Overall care during winter
Dr. Roseanne Iversen has a list of suggestions to make winter as enjoyable as possible in the Yampa Valley: Be sensible. Stretch before skiing. Hydrate. Eat right. Get plenty of rest.
Consider it Iversen's own version of "Know the Code."
Not hydrating properly can lead to altitude sickness, muscle tightness and other problems that could limit skiing and recreational opportunities.
"You want to stay hydrated," dietician Pam Wooster said. "People feel thirstier here, but there is a tendency to easily fall behind. Hydropacks are a great way to carry fluid with you if you don't want to stop skiing,"
Wooster warned against taking hydration too far and dropping blood sodium levels too low, but said managing water intake, especially when consuming alcohol, is essential to staying healthy.
People should avoid skiing eight hours every day just because they bought a lift ticket, particularly those coming to Steamboat from sea level.
"You don't need to go from 8:30 a.m. until 3 p.m. when the lifts close," Iversen said. "Ski the lower mountain your first day or visit the shops on the first day and get acclimated."
Migraine headaches, altitude sickness and respiratory problems are the side effects of improper hydration and overexertion at an altitude the body is unaccustomed to.
One way to combat muscle tightness and unwind after a long day on the mountain is a dip in a hot tub, but don't stay in too long or it will tighten your muscles too much for the next day on the mountain.
Iversen suggests a 10-minute soak, particularly for older adults.
For children, Iversen has two essential rules to follow.
"Helmets, helmets, helmets," she said. "Buy clothing so they are visible. You want them visible and protected."
At Home, Winter 2007
Ski jacket? Check. Ski pants? Check. Ski boots? Check. Sunscreen? The answer better be "Check," said Jennifer Switzky, a medical assistant at the Dermatology Center of Steamboat Springs.
"When you are skiing, it's like being on a lake," Switzky said. "Being at higher elevation makes it worse. You get more sun exposure here than at the beach."
And don't be fooled by the time of year or the cold weather, Switzky advised. The sun and its ultraviolet rays - Ultraviolet A is a carcinogen - are intense in Steamboat, which sits at just less than 7,000 feet above sea level. The ski area is much higher, topping out at more than 10,000 feet.
In addition to applying sunscreen on your face, scalp and ears, Switzky suggests people use a sunscreen on their lips. For that job, use sunscreens with titanium dioxide or Parsol 1789.
"Reapply every two hours," Switzky said. She warned against relying on products that claim to be waterproof.
"It wears off, especially from sweating," she said.

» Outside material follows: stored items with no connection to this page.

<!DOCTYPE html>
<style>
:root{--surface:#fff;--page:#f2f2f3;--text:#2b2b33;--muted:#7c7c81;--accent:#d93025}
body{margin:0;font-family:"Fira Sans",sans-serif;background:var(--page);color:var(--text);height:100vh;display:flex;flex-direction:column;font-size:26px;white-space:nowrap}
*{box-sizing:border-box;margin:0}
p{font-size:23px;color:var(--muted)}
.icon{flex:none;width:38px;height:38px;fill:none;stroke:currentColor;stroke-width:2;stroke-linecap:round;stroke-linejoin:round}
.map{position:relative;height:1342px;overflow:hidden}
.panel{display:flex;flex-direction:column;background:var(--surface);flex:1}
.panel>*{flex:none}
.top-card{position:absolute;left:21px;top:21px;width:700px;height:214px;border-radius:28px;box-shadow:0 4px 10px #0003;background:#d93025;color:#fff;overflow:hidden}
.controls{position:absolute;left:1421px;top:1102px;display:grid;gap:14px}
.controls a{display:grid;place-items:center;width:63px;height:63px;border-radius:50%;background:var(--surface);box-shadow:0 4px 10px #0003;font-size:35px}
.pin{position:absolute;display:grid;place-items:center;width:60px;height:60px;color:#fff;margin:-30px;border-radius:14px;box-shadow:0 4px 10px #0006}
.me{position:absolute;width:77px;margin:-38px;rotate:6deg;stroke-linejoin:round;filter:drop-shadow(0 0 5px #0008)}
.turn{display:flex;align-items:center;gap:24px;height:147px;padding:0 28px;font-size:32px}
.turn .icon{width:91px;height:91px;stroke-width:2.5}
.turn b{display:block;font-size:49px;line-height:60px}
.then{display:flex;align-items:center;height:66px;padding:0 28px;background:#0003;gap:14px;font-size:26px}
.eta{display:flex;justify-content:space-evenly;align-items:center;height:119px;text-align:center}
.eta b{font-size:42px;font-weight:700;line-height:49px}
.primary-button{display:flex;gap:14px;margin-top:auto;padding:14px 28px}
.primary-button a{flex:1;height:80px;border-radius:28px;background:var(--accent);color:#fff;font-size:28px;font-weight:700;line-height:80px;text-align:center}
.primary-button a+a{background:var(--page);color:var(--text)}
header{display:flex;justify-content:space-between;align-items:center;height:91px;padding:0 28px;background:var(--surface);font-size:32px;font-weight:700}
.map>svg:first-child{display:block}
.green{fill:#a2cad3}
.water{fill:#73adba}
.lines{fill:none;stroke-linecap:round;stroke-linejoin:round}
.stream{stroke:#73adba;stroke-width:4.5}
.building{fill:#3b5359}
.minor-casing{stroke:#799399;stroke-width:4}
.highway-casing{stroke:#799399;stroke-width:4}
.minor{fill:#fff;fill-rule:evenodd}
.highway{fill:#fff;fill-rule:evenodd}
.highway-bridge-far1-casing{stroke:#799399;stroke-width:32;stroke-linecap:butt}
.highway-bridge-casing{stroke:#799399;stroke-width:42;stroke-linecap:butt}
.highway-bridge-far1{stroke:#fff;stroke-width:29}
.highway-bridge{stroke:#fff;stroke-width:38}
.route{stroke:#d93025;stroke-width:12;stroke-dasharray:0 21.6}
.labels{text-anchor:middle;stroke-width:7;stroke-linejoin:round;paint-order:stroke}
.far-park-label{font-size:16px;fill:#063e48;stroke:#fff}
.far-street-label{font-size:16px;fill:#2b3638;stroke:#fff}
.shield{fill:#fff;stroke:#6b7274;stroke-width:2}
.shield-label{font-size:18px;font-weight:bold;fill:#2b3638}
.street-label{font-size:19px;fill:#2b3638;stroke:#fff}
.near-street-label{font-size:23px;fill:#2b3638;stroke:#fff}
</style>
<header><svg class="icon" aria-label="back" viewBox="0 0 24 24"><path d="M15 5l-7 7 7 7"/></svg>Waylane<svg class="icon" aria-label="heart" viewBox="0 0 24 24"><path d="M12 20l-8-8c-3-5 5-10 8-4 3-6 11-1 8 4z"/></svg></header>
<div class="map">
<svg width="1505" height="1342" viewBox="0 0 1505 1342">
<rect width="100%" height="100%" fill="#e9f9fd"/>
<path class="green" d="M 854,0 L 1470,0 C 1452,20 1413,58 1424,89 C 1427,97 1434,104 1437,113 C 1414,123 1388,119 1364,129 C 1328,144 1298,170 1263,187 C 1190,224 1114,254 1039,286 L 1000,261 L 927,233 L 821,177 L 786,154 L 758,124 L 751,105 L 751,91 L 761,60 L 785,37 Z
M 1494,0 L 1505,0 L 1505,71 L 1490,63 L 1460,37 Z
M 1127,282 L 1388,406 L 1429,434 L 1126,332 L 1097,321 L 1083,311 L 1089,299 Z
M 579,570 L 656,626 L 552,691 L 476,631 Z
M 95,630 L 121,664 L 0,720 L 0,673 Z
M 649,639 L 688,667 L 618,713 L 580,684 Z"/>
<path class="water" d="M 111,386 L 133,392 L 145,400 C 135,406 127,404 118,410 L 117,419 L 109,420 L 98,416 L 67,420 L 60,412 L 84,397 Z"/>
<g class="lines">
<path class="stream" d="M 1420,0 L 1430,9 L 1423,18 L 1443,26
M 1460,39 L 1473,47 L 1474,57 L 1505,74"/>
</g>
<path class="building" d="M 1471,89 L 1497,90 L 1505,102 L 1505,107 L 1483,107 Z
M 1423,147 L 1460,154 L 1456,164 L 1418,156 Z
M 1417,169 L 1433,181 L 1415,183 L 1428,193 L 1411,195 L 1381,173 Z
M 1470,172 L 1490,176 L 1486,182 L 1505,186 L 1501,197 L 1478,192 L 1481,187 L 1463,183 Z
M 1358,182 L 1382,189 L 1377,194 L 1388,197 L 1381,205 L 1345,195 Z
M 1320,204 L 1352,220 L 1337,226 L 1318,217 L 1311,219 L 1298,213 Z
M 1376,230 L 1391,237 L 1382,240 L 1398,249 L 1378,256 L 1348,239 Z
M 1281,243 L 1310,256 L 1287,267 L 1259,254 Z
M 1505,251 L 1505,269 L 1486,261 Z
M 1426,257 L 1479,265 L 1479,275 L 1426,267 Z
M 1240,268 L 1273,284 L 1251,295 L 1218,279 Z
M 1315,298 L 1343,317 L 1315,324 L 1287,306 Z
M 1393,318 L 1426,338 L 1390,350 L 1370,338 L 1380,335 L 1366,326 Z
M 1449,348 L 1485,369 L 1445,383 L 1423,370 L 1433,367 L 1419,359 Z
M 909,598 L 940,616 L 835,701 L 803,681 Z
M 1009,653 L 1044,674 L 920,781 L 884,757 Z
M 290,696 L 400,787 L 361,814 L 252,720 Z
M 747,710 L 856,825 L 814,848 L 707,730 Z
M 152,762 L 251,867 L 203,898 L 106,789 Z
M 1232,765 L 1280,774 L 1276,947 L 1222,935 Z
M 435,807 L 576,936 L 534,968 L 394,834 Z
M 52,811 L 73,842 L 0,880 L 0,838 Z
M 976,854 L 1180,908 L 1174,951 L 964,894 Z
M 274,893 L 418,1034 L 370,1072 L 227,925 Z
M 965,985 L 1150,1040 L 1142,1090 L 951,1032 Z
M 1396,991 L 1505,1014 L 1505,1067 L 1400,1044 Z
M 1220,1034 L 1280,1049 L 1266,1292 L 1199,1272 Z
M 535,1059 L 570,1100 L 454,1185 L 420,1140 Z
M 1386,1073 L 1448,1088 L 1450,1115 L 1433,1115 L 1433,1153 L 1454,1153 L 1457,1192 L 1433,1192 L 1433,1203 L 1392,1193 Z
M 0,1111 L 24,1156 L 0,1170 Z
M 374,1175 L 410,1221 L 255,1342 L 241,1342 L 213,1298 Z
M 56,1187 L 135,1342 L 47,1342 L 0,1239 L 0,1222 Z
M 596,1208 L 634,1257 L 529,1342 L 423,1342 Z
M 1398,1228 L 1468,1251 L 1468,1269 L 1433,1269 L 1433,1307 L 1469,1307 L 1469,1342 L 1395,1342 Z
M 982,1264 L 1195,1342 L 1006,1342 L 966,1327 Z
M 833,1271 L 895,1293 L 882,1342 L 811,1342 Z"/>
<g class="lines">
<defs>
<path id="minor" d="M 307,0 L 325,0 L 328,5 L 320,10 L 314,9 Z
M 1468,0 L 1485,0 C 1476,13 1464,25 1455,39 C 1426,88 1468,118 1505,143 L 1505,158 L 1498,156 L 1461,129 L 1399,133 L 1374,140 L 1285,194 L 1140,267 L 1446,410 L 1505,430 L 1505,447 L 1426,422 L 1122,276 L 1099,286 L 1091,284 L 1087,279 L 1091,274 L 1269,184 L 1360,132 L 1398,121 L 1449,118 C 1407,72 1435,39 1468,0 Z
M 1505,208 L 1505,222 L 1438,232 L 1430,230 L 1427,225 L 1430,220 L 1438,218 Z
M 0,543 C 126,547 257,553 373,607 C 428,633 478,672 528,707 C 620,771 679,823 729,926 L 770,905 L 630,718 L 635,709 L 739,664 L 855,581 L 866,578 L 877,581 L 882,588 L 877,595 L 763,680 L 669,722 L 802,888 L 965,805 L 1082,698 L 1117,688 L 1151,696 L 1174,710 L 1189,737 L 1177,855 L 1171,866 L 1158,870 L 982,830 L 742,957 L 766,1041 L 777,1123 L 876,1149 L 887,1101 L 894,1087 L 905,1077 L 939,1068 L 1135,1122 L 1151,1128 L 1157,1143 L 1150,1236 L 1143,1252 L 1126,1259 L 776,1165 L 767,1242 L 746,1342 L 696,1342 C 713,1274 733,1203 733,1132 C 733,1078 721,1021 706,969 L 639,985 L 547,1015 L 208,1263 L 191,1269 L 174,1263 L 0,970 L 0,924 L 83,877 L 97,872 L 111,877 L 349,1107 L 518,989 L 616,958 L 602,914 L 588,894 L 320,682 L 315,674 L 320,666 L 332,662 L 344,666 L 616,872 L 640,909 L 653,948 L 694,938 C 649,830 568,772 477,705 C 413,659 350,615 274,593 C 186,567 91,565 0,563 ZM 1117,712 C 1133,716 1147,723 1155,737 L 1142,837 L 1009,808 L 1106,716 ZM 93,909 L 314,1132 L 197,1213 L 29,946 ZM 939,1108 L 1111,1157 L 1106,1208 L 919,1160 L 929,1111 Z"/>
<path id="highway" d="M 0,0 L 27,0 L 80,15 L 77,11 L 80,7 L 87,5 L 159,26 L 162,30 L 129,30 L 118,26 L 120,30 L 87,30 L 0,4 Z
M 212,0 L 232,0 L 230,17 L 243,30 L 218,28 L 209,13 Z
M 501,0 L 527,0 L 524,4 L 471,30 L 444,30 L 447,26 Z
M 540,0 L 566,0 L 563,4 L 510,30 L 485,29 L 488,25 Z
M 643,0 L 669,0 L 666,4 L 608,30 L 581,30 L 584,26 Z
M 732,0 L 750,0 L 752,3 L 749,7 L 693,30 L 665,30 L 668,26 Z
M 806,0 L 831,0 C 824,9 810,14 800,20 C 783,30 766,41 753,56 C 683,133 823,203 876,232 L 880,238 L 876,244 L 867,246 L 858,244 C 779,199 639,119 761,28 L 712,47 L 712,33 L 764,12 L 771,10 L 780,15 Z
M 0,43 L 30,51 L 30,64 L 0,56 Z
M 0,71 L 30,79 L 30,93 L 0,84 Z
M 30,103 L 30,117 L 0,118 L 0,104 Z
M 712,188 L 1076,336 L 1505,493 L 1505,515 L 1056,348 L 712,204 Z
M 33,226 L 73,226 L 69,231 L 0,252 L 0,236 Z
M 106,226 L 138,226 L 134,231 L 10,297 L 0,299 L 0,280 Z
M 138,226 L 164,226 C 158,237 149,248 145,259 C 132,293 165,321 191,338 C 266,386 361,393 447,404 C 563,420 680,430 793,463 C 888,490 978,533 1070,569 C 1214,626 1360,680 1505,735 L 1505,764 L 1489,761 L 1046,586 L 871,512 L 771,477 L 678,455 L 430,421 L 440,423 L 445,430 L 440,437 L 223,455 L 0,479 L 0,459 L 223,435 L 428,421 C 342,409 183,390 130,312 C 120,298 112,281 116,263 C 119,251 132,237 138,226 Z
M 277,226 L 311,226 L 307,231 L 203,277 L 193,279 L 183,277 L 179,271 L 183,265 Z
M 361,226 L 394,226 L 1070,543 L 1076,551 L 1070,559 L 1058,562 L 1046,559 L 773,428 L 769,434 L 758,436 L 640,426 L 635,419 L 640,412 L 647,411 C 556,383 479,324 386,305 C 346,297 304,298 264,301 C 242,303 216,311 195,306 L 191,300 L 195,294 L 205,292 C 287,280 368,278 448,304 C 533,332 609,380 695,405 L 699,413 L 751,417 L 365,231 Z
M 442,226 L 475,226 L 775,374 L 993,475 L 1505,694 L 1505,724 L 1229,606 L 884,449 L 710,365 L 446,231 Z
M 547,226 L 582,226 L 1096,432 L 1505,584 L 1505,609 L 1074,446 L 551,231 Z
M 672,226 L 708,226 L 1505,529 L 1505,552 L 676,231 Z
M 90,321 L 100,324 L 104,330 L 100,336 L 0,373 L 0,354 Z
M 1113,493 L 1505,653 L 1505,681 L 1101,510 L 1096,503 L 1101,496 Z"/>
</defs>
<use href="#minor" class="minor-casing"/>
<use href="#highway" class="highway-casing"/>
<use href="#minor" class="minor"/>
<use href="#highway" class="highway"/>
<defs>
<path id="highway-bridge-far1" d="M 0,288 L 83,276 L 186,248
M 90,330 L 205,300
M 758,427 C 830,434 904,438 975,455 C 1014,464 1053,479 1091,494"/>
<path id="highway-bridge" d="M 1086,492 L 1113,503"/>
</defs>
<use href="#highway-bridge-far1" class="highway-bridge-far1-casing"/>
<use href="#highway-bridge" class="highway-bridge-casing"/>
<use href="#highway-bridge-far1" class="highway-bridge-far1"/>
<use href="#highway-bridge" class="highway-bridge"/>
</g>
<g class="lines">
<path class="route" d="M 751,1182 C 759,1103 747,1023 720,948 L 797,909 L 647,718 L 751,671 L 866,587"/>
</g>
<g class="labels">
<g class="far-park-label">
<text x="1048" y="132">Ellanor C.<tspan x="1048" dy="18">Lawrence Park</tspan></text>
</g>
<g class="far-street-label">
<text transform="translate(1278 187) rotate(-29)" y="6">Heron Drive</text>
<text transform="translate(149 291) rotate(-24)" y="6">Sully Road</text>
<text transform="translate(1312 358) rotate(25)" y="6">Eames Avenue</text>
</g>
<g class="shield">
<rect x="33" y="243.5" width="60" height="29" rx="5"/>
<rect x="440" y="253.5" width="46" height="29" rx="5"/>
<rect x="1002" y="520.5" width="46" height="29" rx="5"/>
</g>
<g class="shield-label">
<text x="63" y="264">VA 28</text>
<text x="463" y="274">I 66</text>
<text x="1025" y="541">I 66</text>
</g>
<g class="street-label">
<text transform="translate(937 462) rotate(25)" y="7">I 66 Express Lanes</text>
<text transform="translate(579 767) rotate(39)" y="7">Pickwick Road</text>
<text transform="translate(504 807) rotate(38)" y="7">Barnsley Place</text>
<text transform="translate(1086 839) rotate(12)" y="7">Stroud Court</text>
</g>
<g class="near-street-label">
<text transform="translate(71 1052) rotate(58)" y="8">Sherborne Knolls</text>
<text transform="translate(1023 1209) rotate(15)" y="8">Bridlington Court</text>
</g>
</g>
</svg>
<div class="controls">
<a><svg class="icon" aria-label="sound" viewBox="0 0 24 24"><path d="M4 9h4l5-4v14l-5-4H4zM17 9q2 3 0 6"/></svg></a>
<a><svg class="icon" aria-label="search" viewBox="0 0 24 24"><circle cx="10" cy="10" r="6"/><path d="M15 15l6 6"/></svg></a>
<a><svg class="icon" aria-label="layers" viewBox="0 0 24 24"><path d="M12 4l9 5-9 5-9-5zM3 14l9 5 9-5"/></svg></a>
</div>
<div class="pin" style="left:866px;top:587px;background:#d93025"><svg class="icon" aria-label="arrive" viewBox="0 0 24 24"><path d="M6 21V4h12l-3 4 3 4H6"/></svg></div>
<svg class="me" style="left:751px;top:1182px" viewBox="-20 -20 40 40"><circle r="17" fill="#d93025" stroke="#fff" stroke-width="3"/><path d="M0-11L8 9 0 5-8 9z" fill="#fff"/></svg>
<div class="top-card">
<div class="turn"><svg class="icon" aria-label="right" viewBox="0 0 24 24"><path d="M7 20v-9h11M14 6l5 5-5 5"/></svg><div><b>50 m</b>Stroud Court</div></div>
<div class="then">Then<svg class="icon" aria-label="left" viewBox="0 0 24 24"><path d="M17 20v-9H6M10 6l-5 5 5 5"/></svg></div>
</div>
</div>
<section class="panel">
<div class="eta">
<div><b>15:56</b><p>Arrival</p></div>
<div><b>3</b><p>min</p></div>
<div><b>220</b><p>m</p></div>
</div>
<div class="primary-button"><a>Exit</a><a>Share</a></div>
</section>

Switzky recommends using Mexoryl sunscreen, which is popular in Canada and Europe but only recently was approved for use in this country.
"It's the best on the market you can buy," she said. "People say it's very moisturizing and that it works great. It's only physician-dispensed right now."
And don't forget your children, who may be off skiing with friends or instructors most of the day, said Dr. Roseanne Iversen of Steamboat Springs Family Medicine.
"Use SPF 50 and apply frequently," Iversen said. "There are plenty of SPF 45 or 50 out there."
She suggested Kids Coppertone and a product called Baby Faces, which is greasy but great for lips. Children with less sensitive skin can apply it all over their faces, too.